Aim of the task: Verbatim copy without pictures. Please print every entry as it stands.

Records for the exercise:
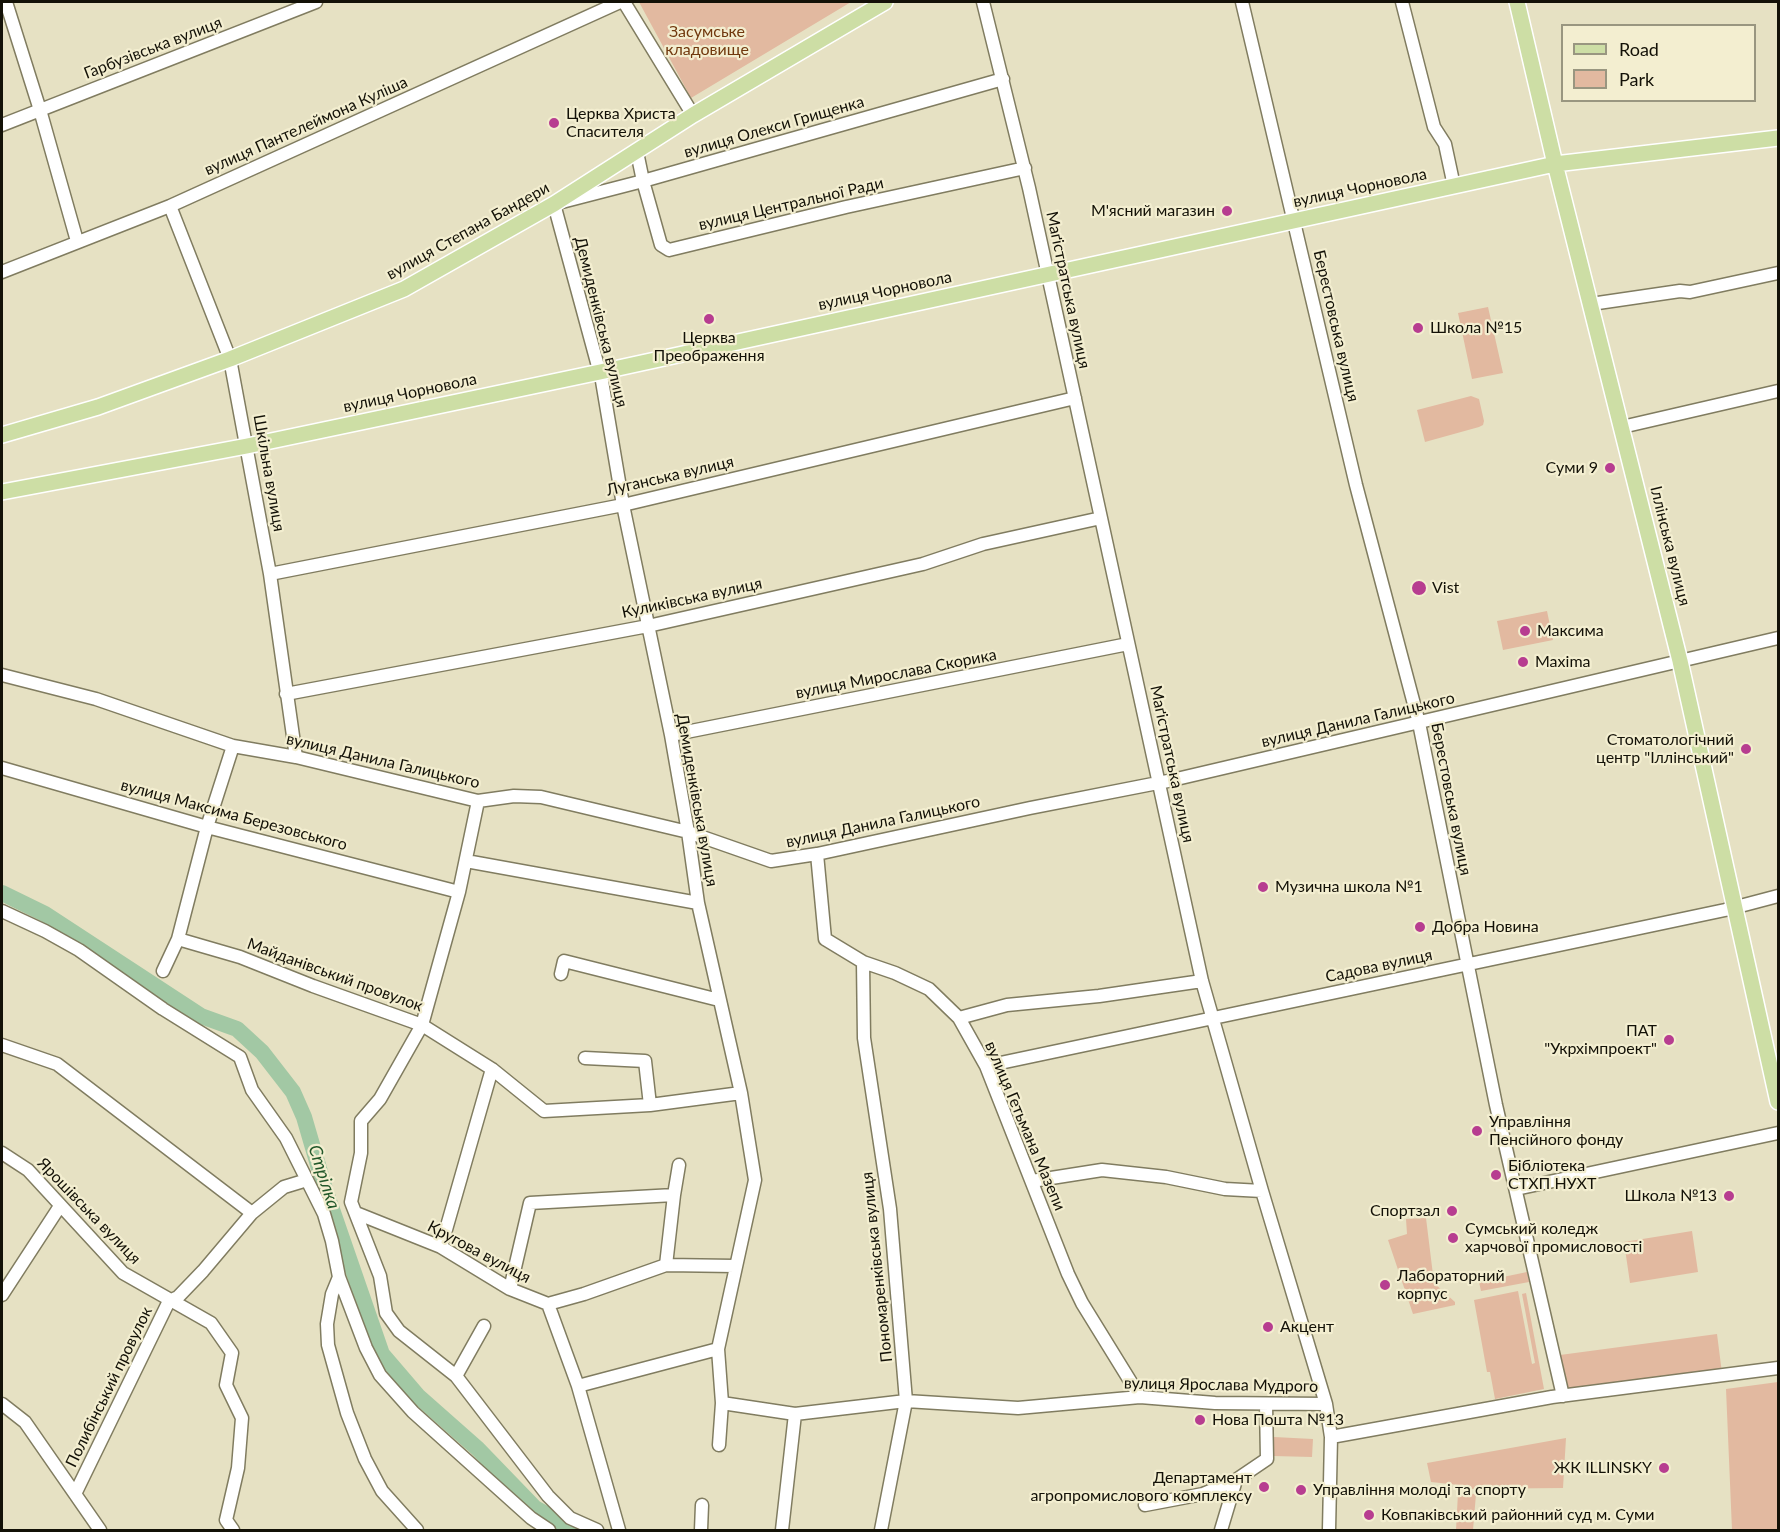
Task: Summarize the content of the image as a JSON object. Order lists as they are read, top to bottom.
{
  "streets": {
    "main road": ["вулиця Чорновола", "вулиця Степана Бандери", "Іллінська вулиця"],
    "street": [
      "Гарбузівська вулиця",
      "вулиця Пантелеймона Куліша",
      "вулиця Олекси Грищенка",
      "вулиця Центральної Ради",
      "Маґістратська вулиця",
      "Демиденківська вулиця",
      "Берестовська вулиця",
      "Шкільна вулиця",
      "Луганська вулиця",
      "Куликівська вулиця",
      "вулиця Мирослава Скорика",
      "вулиця Данила Галицького",
      "вулиця Максима Березовського",
      "Садова вулиця",
      "Майданівський провулок",
      "вулиця Гетьмана Мазепи",
      "Ярошівська вулиця",
      "Кругова вулиця",
      "Пономаренківська вулиця",
      "вулиця Ярослава Мудрого",
      "Полибінський провулок"
    ]
  },
  "crossings": [
    ["вулиця Пантелеймона Куліша", "Шкільна вулиця"],
    ["вулиця Олекси Грищенка", "вулиця Центральної Ради"],
    ["вулиця Олекси Грищенка", "вулиця Степана Бандери"],
    ["вулиця Олекси Грищенка", "Маґістратська вулиця"],
    ["вулиця Олекси Грищенка", "Демиденківська вулиця"],
    ["вулиця Чорновола", "Маґістратська вулиця"],
    ["вулиця Чорновола", "Демиденківська вулиця"],
    ["вулиця Чорновола", "Берестовська вулиця"],
    ["вулиця Чорновола", "Шкільна вулиця"],
    ["вулиця Чорновола", "Іллінська вулиця"],
    ["вулиця Центральної Ради", "вулиця Степана Бандери"],
    ["вулиця Центральної Ради", "Маґістратська вулиця"],
    ["вулиця Степана Бандери", "Демиденківська вулиця"],
    ["вулиця Степана Бандери", "Шкільна вулиця"],
    ["Маґістратська вулиця", "Луганська вулиця"],
    ["Маґістратська вулиця", "Куликівська вулиця"],
    ["Маґістратська вулиця", "вулиця Мирослава Скорика"],
    ["Маґістратська вулиця", "вулиця Данила Галицького"],
    ["Маґістратська вулиця", "Садова вулиця"],
    ["Маґістратська вулиця", "вулиця Ярослава Мудрого"],
    ["Демиденківська вулиця", "Луганська вулиця"],
    ["Демиденківська вулиця", "Куликівська вулиця"],
    ["Демиденківська вулиця", "вулиця Мирослава Скорика"],
    ["Демиденківська вулиця", "вулиця Данила Галицького"],
    ["Демиденківська вулиця", "Майданівський провулок"],
    ["Демиденківська вулиця", "вулиця Ярослава Мудрого"],
    ["Берестовська вулиця", "вулиця Данила Галицького"],
    ["Берестовська вулиця", "Садова вулиця"],
    ["Шкільна вулиця", "Луганська вулиця"],
    ["Шкільна вулиця", "Куликівська вулиця"],
    ["Шкільна вулиця", "вулиця Данила Галицького"],
    ["Іллінська вулиця", "вулиця Данила Галицького"],
    ["Іллінська вулиця", "Садова вулиця"],
    ["вулиця Данила Галицького", "вулиця Гетьмана Мазепи"],
    ["Садова вулиця", "вулиця Гетьмана Мазепи"],
    ["вулиця Гетьмана Мазепи", "Пономаренківська вулиця"],
    ["вулиця Гетьмана Мазепи", "вулиця Ярослава Мудрого"],
    ["Ярошівська вулиця", "Полибінський провулок"],
    ["Пономаренківська вулиця", "вулиця Ярослава Мудрого"]
  ],
  "water": ["Стрілка"],
  "parks": ["Засумське кладовище"],
  "places": [
    "Церква Христа Спасителя",
    "М'ясний магазин",
    "Церква Преображення",
    "Школа №15",
    "Суми 9",
    "Vist",
    "Максима",
    "Maxima",
    "Стоматологічний центр \"Іллінський\"",
    "Музична школа №1",
    "Добра Новина",
    "ПАТ \"Укрхімпроект\"",
    "Управління Пенсійного фонду",
    "Бібліотека СТХП НУХТ",
    "Школа №13",
    "Спортзал",
    "Сумський коледж харчової промисловості",
    "Лабораторний корпус",
    "Акцент",
    "Нова Пошта №13",
    "ЖК ILLINSKY",
    "Департамент агропромислового комплексу",
    "Управління молоді та спорту",
    "Ковпаківський районний суд м. Суми"
  ],
  "legend": ["Road", "Park"]
}
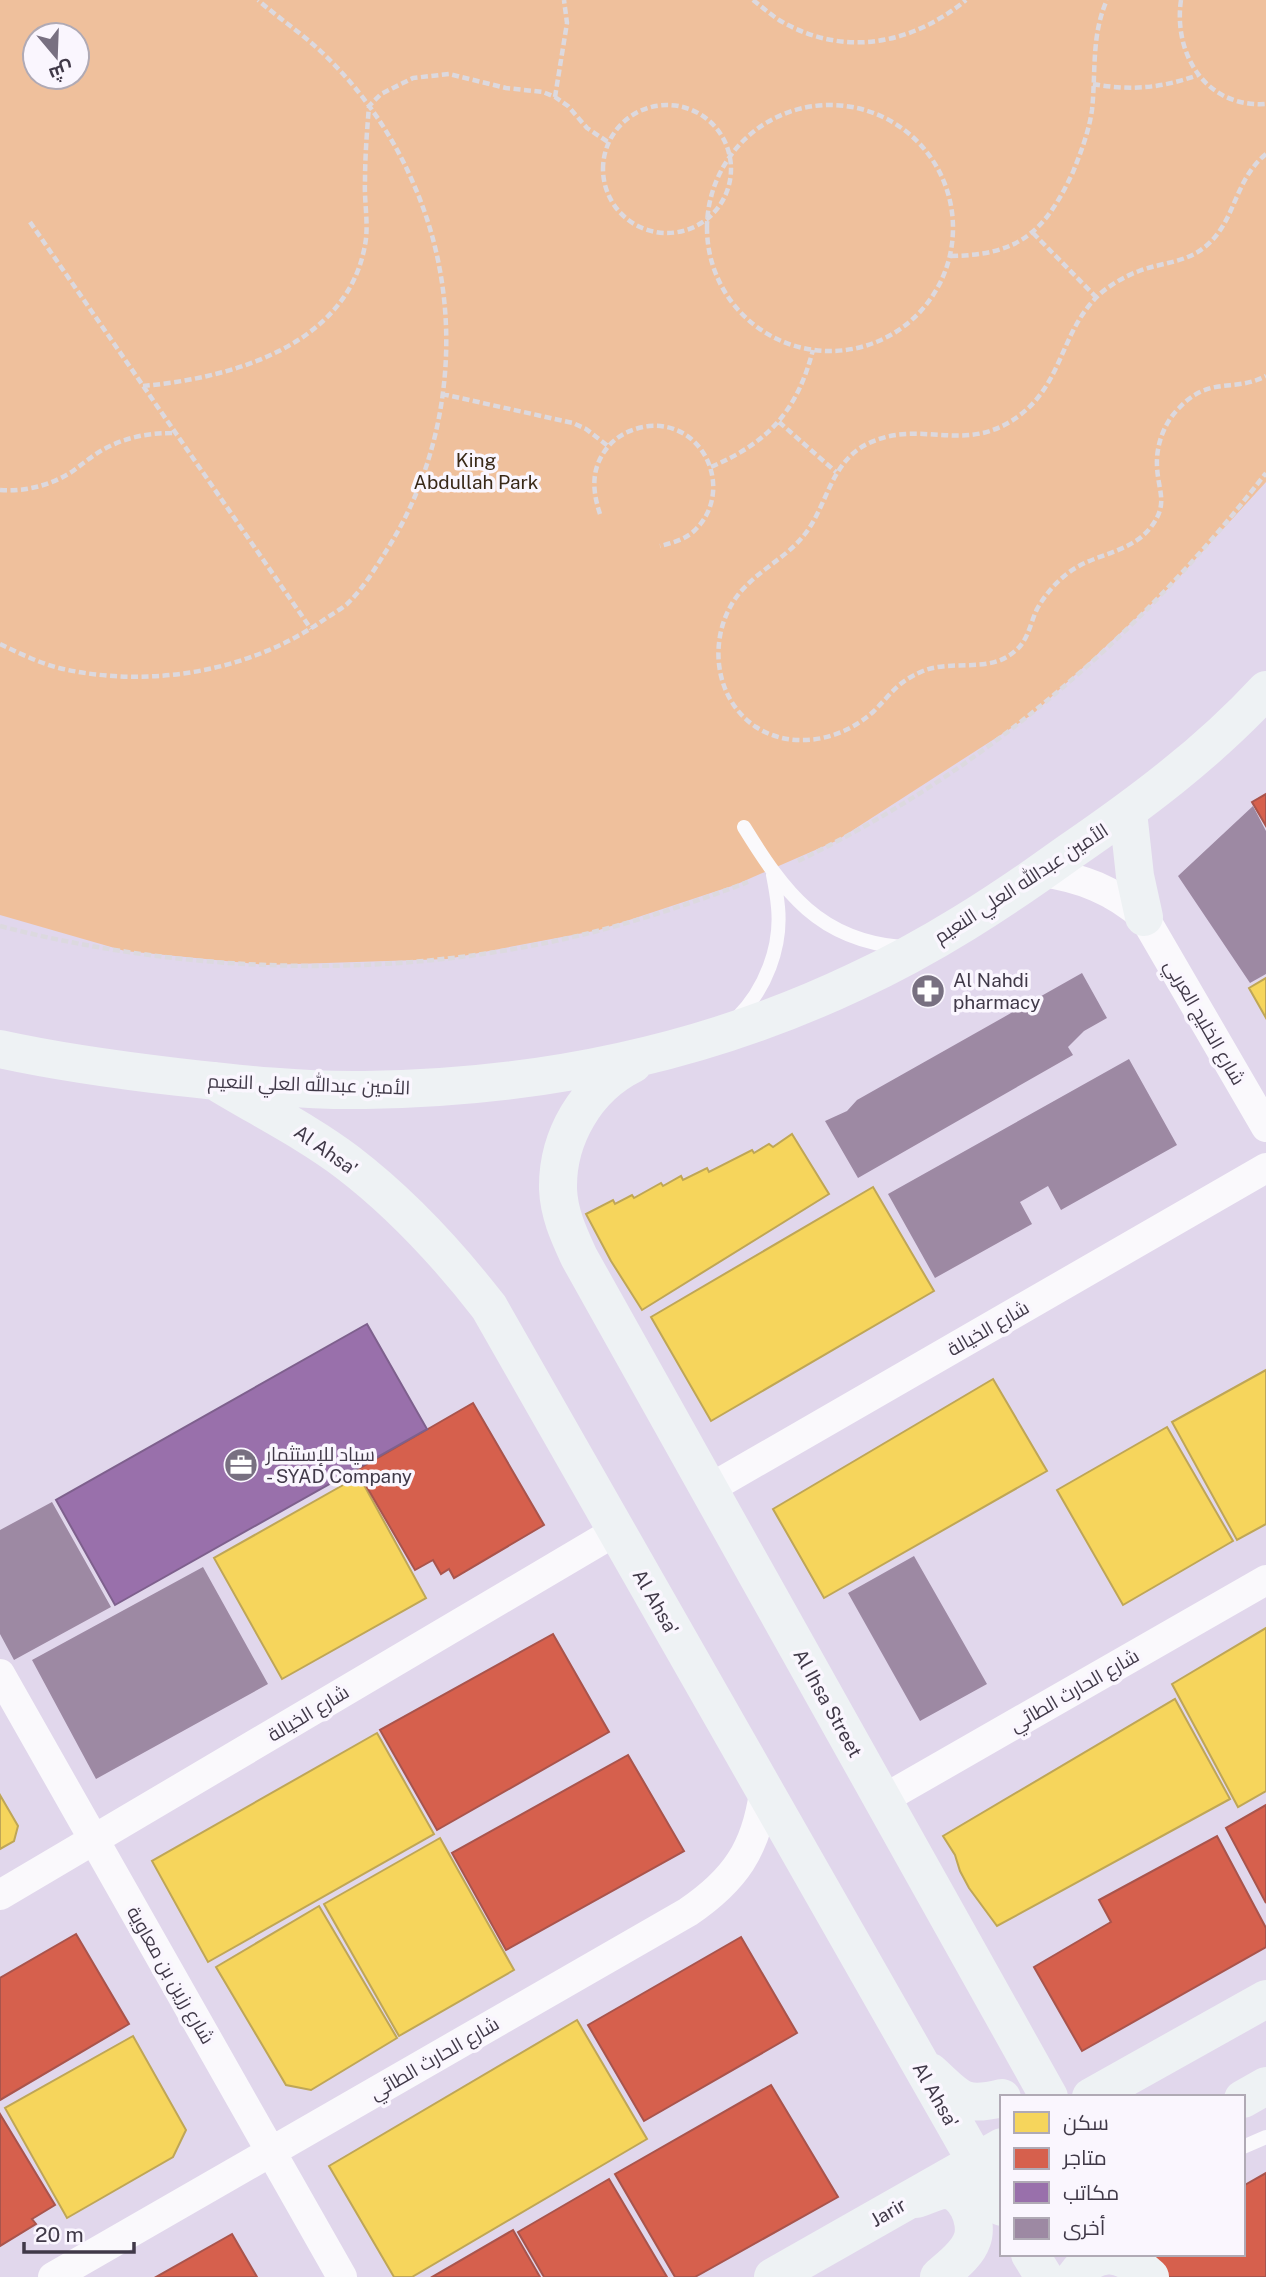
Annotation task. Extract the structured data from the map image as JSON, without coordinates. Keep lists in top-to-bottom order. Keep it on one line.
{"streets":{"main road":["الأمين عبدالله العلي النعيم","Al Ahsa'","Al Ihsa Street","Jarir"],"street":["شارع الخليج العربي","شارع الخيالة","شارع الحارث الطائي","شارع رزين بن معاوية"]},"crossings":[["الأمين عبدالله العلي النعيم","Al Ahsa'"],["الأمين عبدالله العلي النعيم","Al Ihsa Street"],["Al Ahsa'","شارع الخيالة"],["Al Ahsa'","شارع الحارث الطائي"],["Al Ahsa'","Jarir"],["شارع الخيالة","Al Ihsa Street"],["شارع الخيالة","شارع رزين بن معاوية"],["شارع الحارث الطائي","Al Ihsa Street"],["شارع الحارث الطائي","شارع رزين بن معاوية"]],"parks":["King Abdullah Park"],"places":{"pharmacy":["Al Nahdi pharmacy"],"office":["سياد للإستثمار - SYAD Company"]},"legend":["سكن","متاجر","مكاتب","أخرى"],"scale_bar":"20 m","north":"bottom"}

Your solution:
Task: Summarize the content of the image as a JSON object. Order lists as they are read, top to bottom.
{
  "streets": {
    "main road": ["вулиця Чорновола", "вулиця Степана Бандери", "Іллінська вулиця"],
    "street": [
      "Гарбузівська вулиця",
      "вулиця Пантелеймона Куліша",
      "вулиця Олекси Грищенка",
      "вулиця Центральної Ради",
      "Маґістратська вулиця",
      "Демиденківська вулиця",
      "Берестовська вулиця",
      "Шкільна вулиця",
      "Луганська вулиця",
      "Куликівська вулиця",
      "вулиця Мирослава Скорика",
      "вулиця Данила Галицького",
      "вулиця Максима Березовського",
      "Садова вулиця",
      "Майданівський провулок",
      "вулиця Гетьмана Мазепи",
      "Ярошівська вулиця",
      "Кругова вулиця",
      "Пономаренківська вулиця",
      "вулиця Ярослава Мудрого",
      "Полибінський провулок"
    ]
  },
  "crossings": [
    ["вулиця Пантелеймона Куліша", "Шкільна вулиця"],
    ["вулиця Олекси Грищенка", "вулиця Центральної Ради"],
    ["вулиця Олекси Грищенка", "вулиця Степана Бандери"],
    ["вулиця Олекси Грищенка", "Маґістратська вулиця"],
    ["вулиця Олекси Грищенка", "Демиденківська вулиця"],
    ["вулиця Чорновола", "Маґістратська вулиця"],
    ["вулиця Чорновола", "Демиденківська вулиця"],
    ["вулиця Чорновола", "Берестовська вулиця"],
    ["вулиця Чорновола", "Шкільна вулиця"],
    ["вулиця Чорновола", "Іллінська вулиця"],
    ["вулиця Центральної Ради", "вулиця Степана Бандери"],
    ["вулиця Центральної Ради", "Маґістратська вулиця"],
    ["вулиця Степана Бандери", "Демиденківська вулиця"],
    ["вулиця Степана Бандери", "Шкільна вулиця"],
    ["Маґістратська вулиця", "Луганська вулиця"],
    ["Маґістратська вулиця", "Куликівська вулиця"],
    ["Маґістратська вулиця", "вулиця Мирослава Скорика"],
    ["Маґістратська вулиця", "вулиця Данила Галицького"],
    ["Маґістратська вулиця", "Садова вулиця"],
    ["Маґістратська вулиця", "вулиця Ярослава Мудрого"],
    ["Демиденківська вулиця", "Луганська вулиця"],
    ["Демиденківська вулиця", "Куликівська вулиця"],
    ["Демиденківська вулиця", "вулиця Мирослава Скорика"],
    ["Демиденківська вулиця", "вулиця Данила Галицького"],
    ["Демиденківська вулиця", "Майданівський провулок"],
    ["Демиденківська вулиця", "вулиця Ярослава Мудрого"],
    ["Берестовська вулиця", "вулиця Данила Галицького"],
    ["Берестовська вулиця", "Садова вулиця"],
    ["Шкільна вулиця", "Луганська вулиця"],
    ["Шкільна вулиця", "Куликівська вулиця"],
    ["Шкільна вулиця", "вулиця Данила Галицького"],
    ["Іллінська вулиця", "вулиця Данила Галицького"],
    ["Іллінська вулиця", "Садова вулиця"],
    ["вулиця Данила Галицького", "вулиця Гетьмана Мазепи"],
    ["Садова вулиця", "вулиця Гетьмана Мазепи"],
    ["вулиця Гетьмана Мазепи", "Пономаренківська вулиця"],
    ["вулиця Гетьмана Мазепи", "вулиця Ярослава Мудрого"],
    ["Ярошівська вулиця", "Полибінський провулок"],
    ["Пономаренківська вулиця", "вулиця Ярослава Мудрого"]
  ],
  "water": ["Стрілка"],
  "parks": ["Засумське кладовище"],
  "places": [
    "Церква Христа Спасителя",
    "М'ясний магазин",
    "Церква Преображення",
    "Школа №15",
    "Суми 9",
    "Vist",
    "Максима",
    "Maxima",
    "Стоматологічний центр \"Іллінський\"",
    "Музична школа №1",
    "Добра Новина",
    "ПАТ \"Укрхімпроект\"",
    "Управління Пенсійного фонду",
    "Бібліотека СТХП НУХТ",
    "Школа №13",
    "Спортзал",
    "Сумський коледж харчової промисловості",
    "Лабораторний корпус",
    "Акцент",
    "Нова Пошта №13",
    "ЖК ILLINSKY",
    "Департамент агропромислового комплексу",
    "Управління молоді та спорту",
    "Ковпаківський районний суд м. Суми"
  ],
  "legend": ["Road", "Park"]
}
Annotation task. Extract the structured data from the map image as JSON, without coordinates. Keep lists in top-to-bottom order. Keep it on one line.
{"streets":{"main road":["الأمين عبدالله العلي النعيم","Al Ahsa'","Al Ihsa Street","Jarir"],"street":["شارع الخليج العربي","شارع الخيالة","شارع الحارث الطائي","شارع رزين بن معاوية"]},"crossings":[["الأمين عبدالله العلي النعيم","Al Ahsa'"],["الأمين عبدالله العلي النعيم","Al Ihsa Street"],["Al Ahsa'","شارع الخيالة"],["Al Ahsa'","شارع الحارث الطائي"],["Al Ahsa'","Jarir"],["شارع الخيالة","Al Ihsa Street"],["شارع الخيالة","شارع رزين بن معاوية"],["شارع الحارث الطائي","Al Ihsa Street"],["شارع الحارث الطائي","شارع رزين بن معاوية"]],"parks":["King Abdullah Park"],"places":{"pharmacy":["Al Nahdi pharmacy"],"office":["سياد للإستثمار - SYAD Company"]},"legend":["سكن","متاجر","مكاتب","أخرى"],"scale_bar":"20 m","north":"bottom"}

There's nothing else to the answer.